The Iranian population feels the squeeze. The oil waivers required payments into Escrow accounts ring-fenced for humanitarian purposes – but even then Iran struggled to import medicines. European companies complain the United States has issued no guidelines on selling non-sanctioned goods. Instex, the European special purpose vehicle to safeguard trade with Iran, remains dormant, given the fears of European companies and banks.

Trump’s reported last-minute cancellation of military strikes on June 21 after Iran shot down a US drone have sparked hopes of diplomacy. Trump has said he wants to talk. But there is a huge gap between what Iran might accept and the 12 demands outlined last year by US Secretary of State Mike Pompeo.

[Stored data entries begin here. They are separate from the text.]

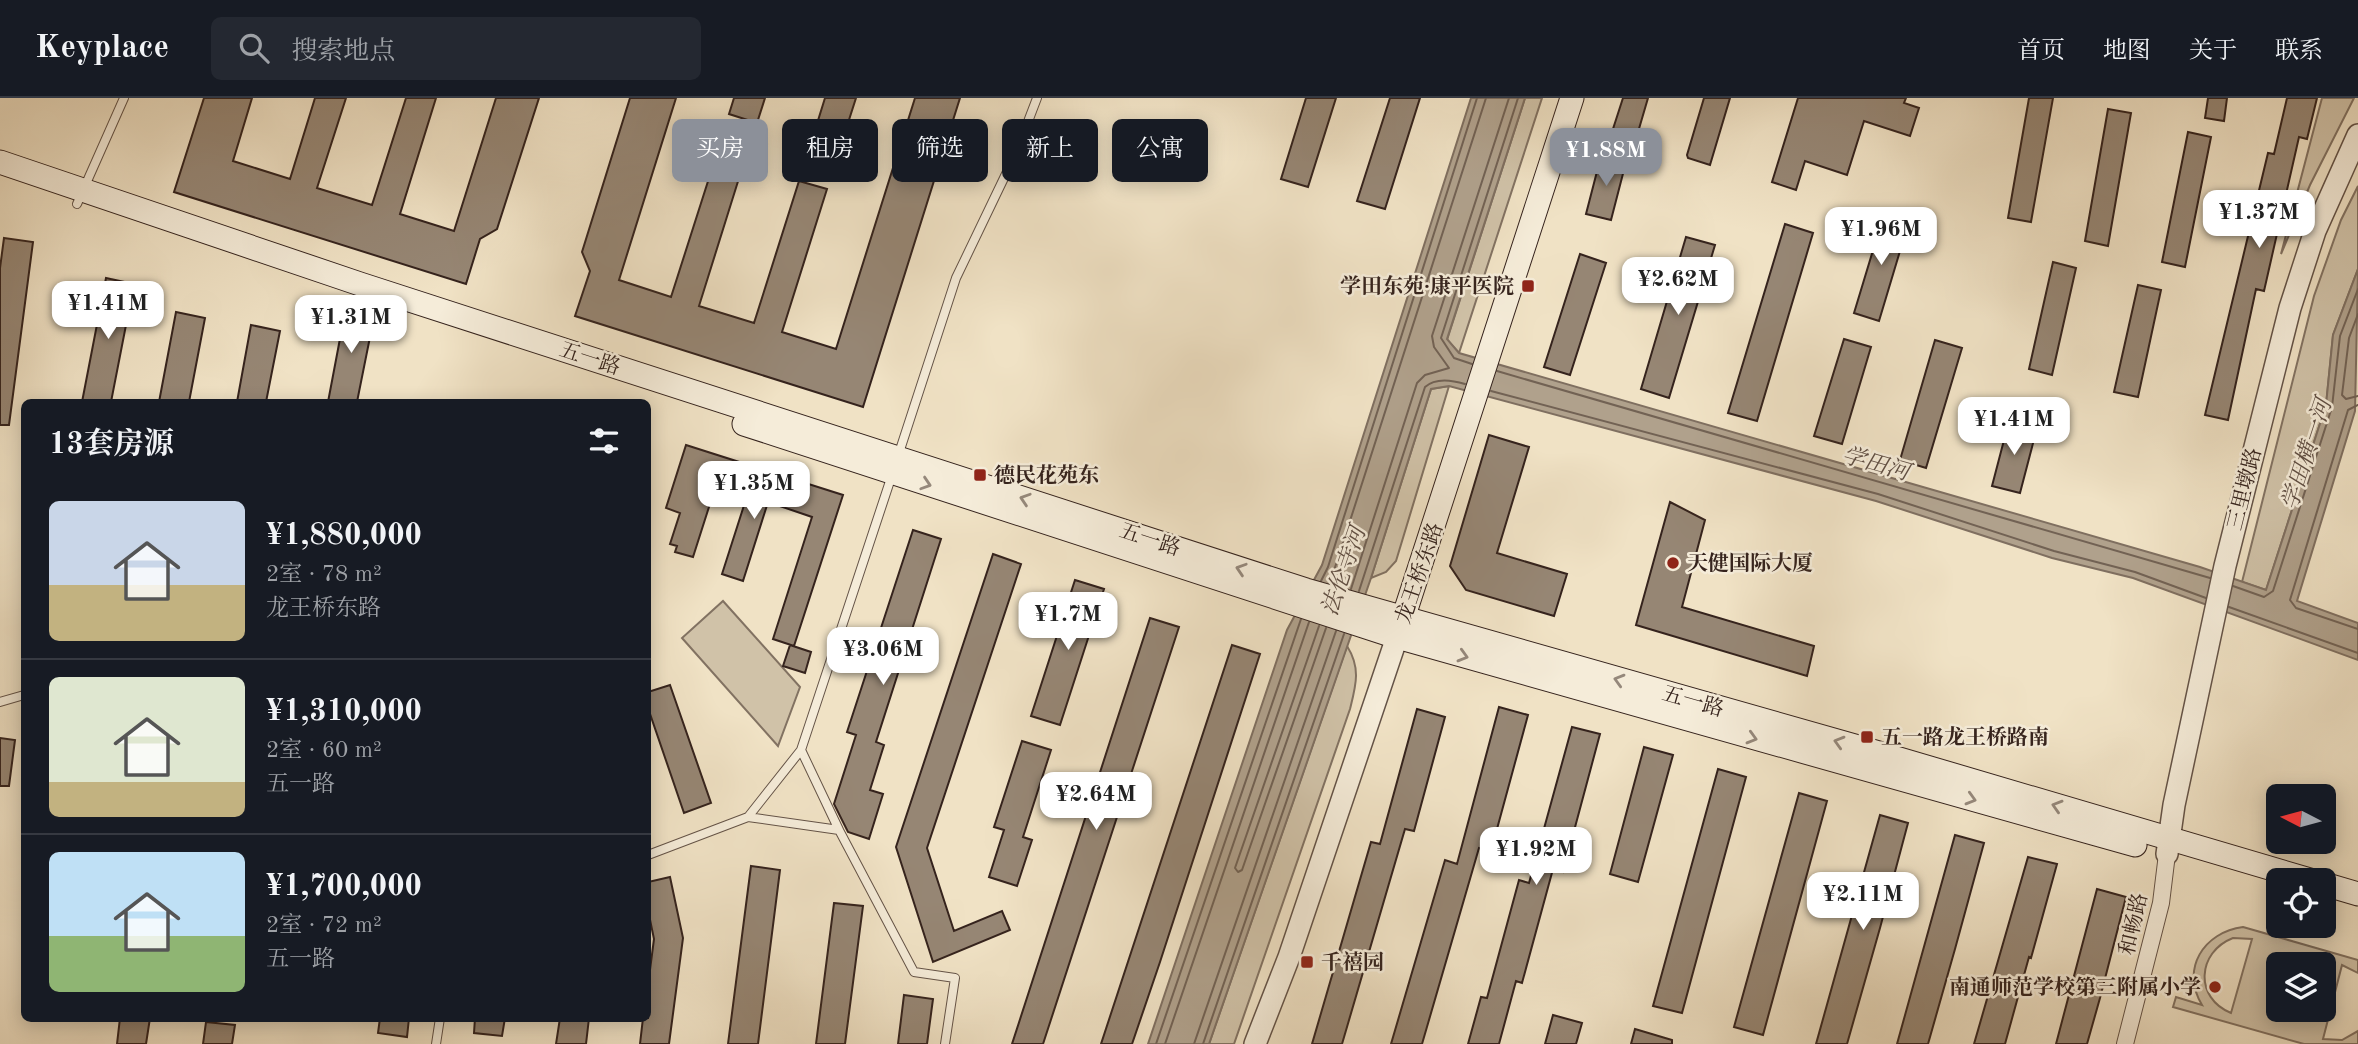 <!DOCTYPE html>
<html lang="zh">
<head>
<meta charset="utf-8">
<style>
	:root { --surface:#171b24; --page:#242831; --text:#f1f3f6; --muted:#9ea1a6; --line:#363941; --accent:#8c9099 }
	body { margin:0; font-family:"Old Standard TT","Noto Serif SC",serif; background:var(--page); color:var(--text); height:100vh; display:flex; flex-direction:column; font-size:26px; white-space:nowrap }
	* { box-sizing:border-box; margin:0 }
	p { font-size:23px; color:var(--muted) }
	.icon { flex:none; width:38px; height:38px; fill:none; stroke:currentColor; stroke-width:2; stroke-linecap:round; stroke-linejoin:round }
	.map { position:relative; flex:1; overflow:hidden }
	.details { position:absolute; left:21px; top:301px; width:630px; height:623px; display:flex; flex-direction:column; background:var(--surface); border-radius:10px; box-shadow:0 4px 18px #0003 }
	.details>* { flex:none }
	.banner { position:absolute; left:672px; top:21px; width:665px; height:63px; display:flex; gap:14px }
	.needle { width:46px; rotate:276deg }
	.tools { position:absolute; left:2266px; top:686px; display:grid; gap:14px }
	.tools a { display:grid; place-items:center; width:70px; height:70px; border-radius:10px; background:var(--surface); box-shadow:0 4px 18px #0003; font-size:35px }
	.price { position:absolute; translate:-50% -60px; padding:0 16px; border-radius:14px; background:#fff; color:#222; font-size:23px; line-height:46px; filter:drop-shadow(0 2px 4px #0008) }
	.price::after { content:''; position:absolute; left:50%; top:42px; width:21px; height:16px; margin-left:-10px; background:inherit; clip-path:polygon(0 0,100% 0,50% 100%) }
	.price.selected { background:var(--accent); color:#fff }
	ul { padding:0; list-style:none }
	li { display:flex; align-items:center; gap:21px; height:175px; padding:0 28px }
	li+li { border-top:2px solid var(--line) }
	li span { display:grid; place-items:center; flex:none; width:196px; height:140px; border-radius:10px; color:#555 }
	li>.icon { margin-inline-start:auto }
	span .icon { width:84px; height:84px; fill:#fffc; stroke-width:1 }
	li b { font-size:30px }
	h2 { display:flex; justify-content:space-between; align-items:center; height:84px; padding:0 28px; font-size:30px }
	.tag { padding:0 24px; border-radius:10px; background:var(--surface); box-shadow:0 4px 18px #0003; font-size:24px; line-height:63px }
	.tag.selected { background:var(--accent); color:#fff }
	header { display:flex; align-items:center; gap:42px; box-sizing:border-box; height:98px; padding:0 35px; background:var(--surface); border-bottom:2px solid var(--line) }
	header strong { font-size:33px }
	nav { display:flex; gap:38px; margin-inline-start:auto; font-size:24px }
	.search { width:490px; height:63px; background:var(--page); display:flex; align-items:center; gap:18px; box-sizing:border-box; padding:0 24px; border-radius:10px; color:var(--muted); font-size:26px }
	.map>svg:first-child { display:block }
</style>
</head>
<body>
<header>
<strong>Keyplace</strong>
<div class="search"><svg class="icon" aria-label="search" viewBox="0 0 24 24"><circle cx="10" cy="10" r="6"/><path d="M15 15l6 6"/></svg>搜索地点</div>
<nav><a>首页</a><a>地图</a><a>关于</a><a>联系</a></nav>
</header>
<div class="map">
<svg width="2358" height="946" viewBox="0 0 2358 946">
	<rect width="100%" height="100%" fill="#f0e2c5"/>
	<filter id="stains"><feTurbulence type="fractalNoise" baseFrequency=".00286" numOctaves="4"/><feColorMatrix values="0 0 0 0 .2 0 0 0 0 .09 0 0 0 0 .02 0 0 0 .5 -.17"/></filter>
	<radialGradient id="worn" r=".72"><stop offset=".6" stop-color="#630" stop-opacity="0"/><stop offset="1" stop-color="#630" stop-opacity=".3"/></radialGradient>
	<path fill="#d0c2a8" stroke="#827262" stroke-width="2" fill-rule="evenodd" d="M1525,0H1542L1459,255L1447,242Z
		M2322,0H2354L2310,87L2281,156Z
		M2358,88V171L2333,237L2326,307L2266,492L2242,484L2314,198L2341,122Z
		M1449,288L1396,463L1386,474L1371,480L1431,291Z
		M723,503L800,589L778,648L682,540Z
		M1347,548C1361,570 1356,587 1350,611L1234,946H1209Z
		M2243,829L2358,862V875L2342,867L2323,941L2342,942L2358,933V946H2304L2173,909L2176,899L2202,907C2180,871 2204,834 2243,829ZM2233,840L2252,841L2231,915C2194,900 2197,854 2233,840ZM2278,866H2324V912H2278Z"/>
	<path fill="#b0a18c" stroke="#7f6f60" stroke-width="2" d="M1471,0H1525L1447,241L1459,255L2200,469L2266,492L2326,307L2333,237L2358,171L2355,313L2297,503L2358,525V562L2133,480L2052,460L1876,403L1449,288L1431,291L1371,480L1209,946H1148L1287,532L1322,467Z"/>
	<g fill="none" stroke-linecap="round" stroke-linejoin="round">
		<path stroke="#726254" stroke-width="2" d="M2358,216L2349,240L2342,297L2346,301L2358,298
			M1472,266L1454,260L1441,240L1518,0
			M1497,273L2210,480
			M1491,293L1878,396L2054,453L2135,474L2206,500
			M2358,307L2348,312L2290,502L2296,510L2358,531
			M1321,483L1328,469L1477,0
			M1330,485L1486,0
			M2233,488L2264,499L2273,493L2332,309L2340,238L2358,191
			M1351,491L1417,285L1425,277L1449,270L1434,249L1432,238L1509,0
			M1359,493L1425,289C1436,279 1452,282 1465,286
			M2229,509L2358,555
			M1319,528L1235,770L1238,774L1242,772L1326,530
			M1156,946L1301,521
			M1165,946L1309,524
			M1194,946L1336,533
			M1203,946L1344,536"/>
	</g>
	<path fill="#968674" stroke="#35231d" stroke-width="2" d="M204,0H252L233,63L290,81L315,0H346L317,90L372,107L406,0H436L400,116L454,133L496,0H539L497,131L480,141L466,186L174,94Z
		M630,0H676L619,182L671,199L718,52L745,61L699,208L754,225L799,83L827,91L782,234L836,251L915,0H960L863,309L575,218L590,173L582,154Z
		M734,0H765L757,25L729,16Z
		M825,0H856L839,53L811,45Z
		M1306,0H1336L1308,89L1281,81Z
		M1390,0H1420L1385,111L1357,103Z
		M1623,0H1648L1636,41L1612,34Z
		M1704,0H1730L1710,67L1688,60L1687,57Z
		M1798,0H1906L1904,5L1919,10L1910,38L1864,23L1847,77L1805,63L1796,92L1772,84Z
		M2029,0H2053L2031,124L2008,120Z
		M2208,0H2227L2224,23L2205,20Z
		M2287,0H2317L2307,41L2299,39L2264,193L2256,191L2228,322L2205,317L2268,55L2274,56Z
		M2108,11L2131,15L2108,148L2085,143Z
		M2188,34L2211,39L2185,169L2162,164Z
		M1601,58L1626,64L1611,122L1586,116Z
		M1884,116L1909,123L1879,223L1854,215Z
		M1785,126L1813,135L1757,323L1728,315Z
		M1686,139L1715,147L1669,300L1641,291Z
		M4,140L33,144L9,327H0V170Z
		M1580,156L1606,165L1570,277L1544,269Z
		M2053,164L2076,170L2052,277L2029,271Z
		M106,180L134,186L111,304H82Z
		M2138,187L2161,192L2138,299L2114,294Z
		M346,209L375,214L357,304H328Z
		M176,214L205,220L189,304H159Z
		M251,227L280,233L266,304H237Z
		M1844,241L1871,249L1842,346L1814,338Z
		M1935,242L1962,250L1926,370L1900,362Z
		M2009,323L2037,330L2020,395L1992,388Z
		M1489,337L1529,349L1497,455L1567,476L1554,518L1466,492L1450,468Z
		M686,347L843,397L794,548L773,541L812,419L768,404L743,483L722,476L747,398L716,387L693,459L675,454L677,448L670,446L680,415L666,410Z
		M1670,404L1705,422L1682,509L1814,548L1807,578L1636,527Z
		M913,432L941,441L876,644L884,647L870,692L883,696L869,741L848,734L834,706L856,637L847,634Z
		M993,456L1021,466L927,750L954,833L1002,813L1010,832L933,864L896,749Z
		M1075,482L1104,491L1060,627L1031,618Z
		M1150,520L1179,529L1132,673L1043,946H1012Z
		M790,547L811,554L805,575L783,568Z
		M1232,547L1260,556L1160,864L1132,946H1101Z
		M670,587L711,705L684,715L648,610V594Z
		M1499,609L1528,617L1491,753L1479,750L1422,946H1391L1445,762L1457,766Z
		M1417,611L1445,619L1414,733L1405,731L1342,946H1312L1371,744L1380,746Z
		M1572,629L1600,636L1563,774L1553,771L1522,885L1516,883L1499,946H1468L1481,899L1487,900L1519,782L1529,785Z
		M0,640L15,642L9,688H0Z
		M1022,643L1051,652L1023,739L1032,742L1017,788L989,779L1004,732L994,729Z
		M1644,649L1673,657L1638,784L1610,776Z
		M1718,671L1746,679L1682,915L1653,908Z
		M1799,695L1827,703L1763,937L1734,929Z
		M1880,717L1908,725L1880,830L1847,946H1816Z
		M1955,737L1984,745L1955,851L1928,946H1897Z
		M2028,759L2057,766L2031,860L2029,859L2005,946H1974Z
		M751,768L780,772L758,946H728Z
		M670,779L683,840L669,946H640L643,920H648V887L654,841L648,812V784Z
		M2097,791L2126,799L2100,900L2087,946H2056Z
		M834,805L863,808L845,946H816Z
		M904,897L933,901L927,946H898Z
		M1553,917L1582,925L1576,946H1545Z
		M120,920H150L146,946H117Z
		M380,920H409L407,939L378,935Z
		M475,920H505L502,938L474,935Z
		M560,920H589L586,946H556Z
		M206,924L235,927L232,946H203Z
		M1635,931L1672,942V946H1631Z"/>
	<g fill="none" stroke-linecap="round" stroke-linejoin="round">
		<defs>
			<path id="service" d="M77,106L124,0
				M898,358L956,180L1016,55L1037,0
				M0,604L24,597
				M748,719L801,652L892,377
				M839,732L914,874L955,880L945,946
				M648,757L748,719L839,732L801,652
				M436,946L440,920"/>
			<path id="minor" d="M2125,946L2161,805L2167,756"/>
			<path id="tertiary" d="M2167,756L2174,707L2225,468L2290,210L2315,133L2358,37
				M1255,946L1289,859L1397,539"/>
			<path id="secondary" d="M0,64L360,186L1306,492L1862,650L2310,782
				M744,326L1397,539L2135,747
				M1398,536L1572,0
				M2324,786L2358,796"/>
		</defs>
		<use href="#service" stroke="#645347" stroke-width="10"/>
		<use href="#minor" stroke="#645347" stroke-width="18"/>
		<use href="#tertiary" stroke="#645347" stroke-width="24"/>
		<use href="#secondary" stroke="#35231d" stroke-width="25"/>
		<use href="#service" stroke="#f5ecd9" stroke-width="8"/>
		<use href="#minor" stroke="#f5ecd9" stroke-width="16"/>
		<use href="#tertiary" stroke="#f5ecd9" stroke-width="21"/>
		<use href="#secondary" stroke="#f5ecd9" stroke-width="23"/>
	</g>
	<defs><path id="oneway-chevron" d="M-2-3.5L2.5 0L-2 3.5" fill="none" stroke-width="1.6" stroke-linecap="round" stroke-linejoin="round" transform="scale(1.75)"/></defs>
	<g stroke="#95887b">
		<use href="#oneway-chevron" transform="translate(926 386) rotate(18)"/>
		<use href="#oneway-chevron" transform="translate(1025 401) rotate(-162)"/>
		<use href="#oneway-chevron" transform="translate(1241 471) rotate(-162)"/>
		<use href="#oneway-chevron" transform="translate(1463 558) rotate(16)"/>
		<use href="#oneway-chevron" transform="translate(1619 582) rotate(-164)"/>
		<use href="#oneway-chevron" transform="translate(1752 640) rotate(16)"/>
		<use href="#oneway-chevron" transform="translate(1839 644) rotate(-164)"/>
		<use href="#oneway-chevron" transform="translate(1971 701) rotate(16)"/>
		<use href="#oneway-chevron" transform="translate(2057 708) rotate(-163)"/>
	</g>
	<g fill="#8f2418" stroke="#f5ecd9" stroke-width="2.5">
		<rect x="1521" y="181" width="14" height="14" rx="3.5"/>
		<rect x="973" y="370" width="14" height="14" rx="3.5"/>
		<circle cx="1673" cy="465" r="7"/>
		<rect x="1860" y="632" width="14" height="14" rx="3.5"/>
		<rect x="1300" y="857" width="14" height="14" rx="3.5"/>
		<circle cx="2215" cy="889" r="7"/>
	</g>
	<g text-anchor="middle" stroke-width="5" stroke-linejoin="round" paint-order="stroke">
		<g font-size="21" font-weight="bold" fill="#35231d" stroke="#f5ecd9" text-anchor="start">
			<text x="1514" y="195" text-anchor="end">学田东苑·康平医院</text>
			<text x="994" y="384">德民花苑东</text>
			<text x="1687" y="472">天健国际大厦</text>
			<text x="1881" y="646">五一路龙王桥路南</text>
			<text x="1321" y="871">千禧园</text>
			<text x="2201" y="896" text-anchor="end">南通师范学校第三附属小学</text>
		</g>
		<g font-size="21" fill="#35231d" stroke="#f5ecd9">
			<text transform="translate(590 260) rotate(18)" y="7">五一路</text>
			<text transform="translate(2244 391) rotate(-76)" y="7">三里墩路</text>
			<text transform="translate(1150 441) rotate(18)" y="7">五一路</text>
			<text transform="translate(1419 475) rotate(-71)" y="7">龙王桥东路</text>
			<text transform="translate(1693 603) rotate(16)" y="7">五一路</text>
			<text transform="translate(2133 826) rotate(-77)" y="7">和畅路</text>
		</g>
		<g font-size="23" font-style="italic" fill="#604f44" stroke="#f5ecd9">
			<text transform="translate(2306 356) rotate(-72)" y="8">学田横一河</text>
			<text transform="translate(1876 365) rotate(16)" y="8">学田河</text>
			<text transform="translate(1343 473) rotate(-71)" y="8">法伦寺河</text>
		</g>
	</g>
	<rect width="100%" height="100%" filter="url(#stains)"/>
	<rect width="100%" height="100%" fill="url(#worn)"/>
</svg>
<div class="tools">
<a><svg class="needle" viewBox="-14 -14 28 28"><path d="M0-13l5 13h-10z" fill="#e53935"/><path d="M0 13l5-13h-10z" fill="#9ea1a6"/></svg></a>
<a><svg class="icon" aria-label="locate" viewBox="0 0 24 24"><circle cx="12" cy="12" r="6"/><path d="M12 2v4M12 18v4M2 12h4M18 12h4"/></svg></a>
<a><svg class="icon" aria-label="layers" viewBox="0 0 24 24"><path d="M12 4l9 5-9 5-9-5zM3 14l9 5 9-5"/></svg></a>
</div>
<b class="price selected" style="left:1606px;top:90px">¥1.88M</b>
<b class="price" style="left:2259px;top:152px">¥1.37M</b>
<b class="price" style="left:1881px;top:169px">¥1.96M</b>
<b class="price" style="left:1678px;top:219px">¥2.62M</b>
<b class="price" style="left:108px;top:243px">¥1.41M</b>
<b class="price" style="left:351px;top:257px">¥1.31M</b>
<b class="price" style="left:2014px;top:359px">¥1.41M</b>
<b class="price" style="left:754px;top:423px">¥1.35M</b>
<b class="price" style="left:1068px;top:554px">¥1.7M</b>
<b class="price" style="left:883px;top:589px">¥3.06M</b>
<b class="price" style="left:1096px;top:734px">¥2.64M</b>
<b class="price" style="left:1536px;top:789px">¥1.92M</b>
<b class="price" style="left:1863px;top:834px">¥2.11M</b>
<div class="banner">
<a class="tag selected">买房</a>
<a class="tag">租房</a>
<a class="tag">筛选</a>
<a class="tag">新上</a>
<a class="tag">公寓</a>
</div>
<section class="details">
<h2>13套房源<svg class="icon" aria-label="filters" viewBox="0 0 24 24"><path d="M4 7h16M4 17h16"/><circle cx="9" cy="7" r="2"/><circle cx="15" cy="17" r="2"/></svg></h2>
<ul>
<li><span style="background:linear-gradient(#c9d6e8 60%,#c2b280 0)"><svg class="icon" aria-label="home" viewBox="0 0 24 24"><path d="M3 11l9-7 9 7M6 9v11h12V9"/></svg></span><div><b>¥1,880,000</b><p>2室 · 78 m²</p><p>龙王桥东路</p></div></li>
<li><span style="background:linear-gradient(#dfe7d0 75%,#c2b280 0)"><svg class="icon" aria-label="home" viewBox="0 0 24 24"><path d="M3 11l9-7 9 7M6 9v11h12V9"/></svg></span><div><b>¥1,310,000</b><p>2室 · 60 m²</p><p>五一路</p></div></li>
<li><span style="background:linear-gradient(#bfe0f5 60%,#8fb573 0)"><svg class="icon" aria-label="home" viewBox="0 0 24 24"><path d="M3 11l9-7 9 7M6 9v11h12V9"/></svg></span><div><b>¥1,700,000</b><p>2室 · 72 m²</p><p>五一路</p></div></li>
</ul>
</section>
</div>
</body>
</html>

Mehrzad Boroujerdi, professor of political science at Syracuse University, argues shooting down the drone was a message that Tehran too wants negotiations.

“I think Iran wants to talk due to economic pain but sanctioning the supreme leader and the foreign minister will not serve as an incentive,” he said. “Pompeo’s 12 demands were a maximalist list, which was a non-starter. It seems that Trump is saying he wants to negotiate without first meeting any preconditions. So the 12 points or at least some of them will become what you negotiate over in a game of give and take.”

Trump may believe his 2020 re-election campaign would benefit from avoiding war while still looking tough with Iran. Trump’s political base may not care that tight sanctions elsewhere have not led to meaningful talks but to 10 million North Koreans facing food shortages and 4 million Venezuelans fleeing the country with Nicolas Maduro still in power.

Golkar sees little prospect of US-Iran engagement.  “I don’t think Ayatollah Khamenei wants to talk with Trump,” he said. “The leader believes Trump will go in 2020, and by resisting until then he’ll be a hero of the Islamic world and will show to the downtrodden people that resistance works. In the meantime, people in Iran are nervous, complaining about hardship and inflation, dissatisfied, seeing no future, waiting for something without knowing what it is.”